## Problem requirements
Lines with the word "نوغانی": copy all of them from the entries below.

**********

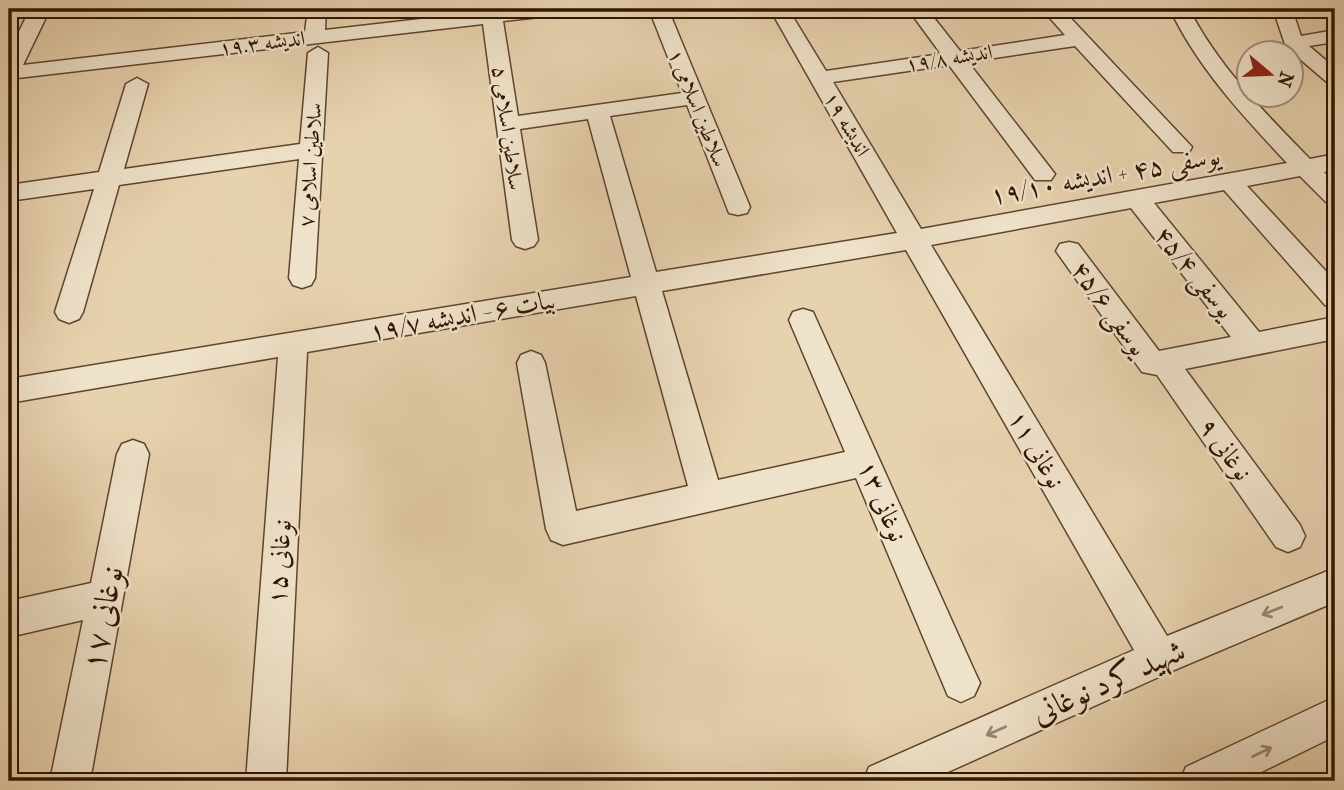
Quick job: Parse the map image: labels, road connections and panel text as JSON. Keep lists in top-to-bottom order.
{
  "streets": {
    "street": [
      "اندیشه ۱۹.۳",
      "اندیشه ۱۹/۸",
      "سلاطین اسلامی ۱",
      "اندیشه ۱۹",
      "سلاطین اسلامی ۵",
      "سلاطین اسلامی ۷",
      "یوسفی ۴۵ + اندیشه ۱۹/۱۰",
      "یوسفی ۴۵/۴",
      "یوسفی ۴۵/۶",
      "بیات ۶ - اندیشه ۱۹/۷",
      "نوغانی ۱۱",
      "نوغانی ۹",
      "نوغانی ۱۳",
      "نوغانی ۱۵",
      "نوغانی ۱۷",
      "شهید کرد نوغانی"
    ]
  },
  "crossings": [
    ["اندیشه ۱۹.۳", "سلاطین اسلامی ۵"],
    ["اندیشه ۱۹.۳", "سلاطین اسلامی ۷"],
    ["اندیشه ۱۹/۸", "اندیشه ۱۹"],
    ["اندیشه ۱۹", "یوسفی ۴۵ + اندیشه ۱۹/۱۰"],
    ["اندیشه ۱۹", "بیات ۶ - اندیشه ۱۹/۷"],
    ["اندیشه ۱۹", "نوغانی ۱۱"],
    ["یوسفی ۴۵ + اندیشه ۱۹/۱۰", "یوسفی ۴۵/۴"],
    ["یوسفی ۴۵ + اندیشه ۱۹/۱۰", "بیات ۶ - اندیشه ۱۹/۷"],
    ["یوسفی ۴۵ + اندیشه ۱۹/۱۰", "نوغانی ۱۱"],
    ["یوسفی ۴۵/۶", "نوغانی ۹"],
    ["بیات ۶ - اندیشه ۱۹/۷", "نوغانی ۱۱"],
    ["بیات ۶ - اندیشه ۱۹/۷", "نوغانی ۱۵"],
    ["نوغانی ۱۱", "شهید کرد نوغانی"]
  ],
  "north": "right"
}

**********

## Response for this exercise
      "نوغانی ۱۱",
      "نوغانی ۹",
      "نوغانی ۱۳",
      "نوغانی ۱۵",
      "نوغانی ۱۷",
      "شهید کرد نوغانی"
    ["اندیشه ۱۹", "نوغانی ۱۱"],
    ["یوسفی ۴۵ + اندیشه ۱۹/۱۰", "نوغانی ۱۱"],
    ["یوسفی ۴۵/۶", "نوغانی ۹"],
    ["بیات ۶ - اندیشه ۱۹/۷", "نوغانی ۱۱"],
    ["بیات ۶ - اندیشه ۱۹/۷", "نوغانی ۱۵"],
    ["نوغانی ۱۱", "شهید کرد نوغانی"]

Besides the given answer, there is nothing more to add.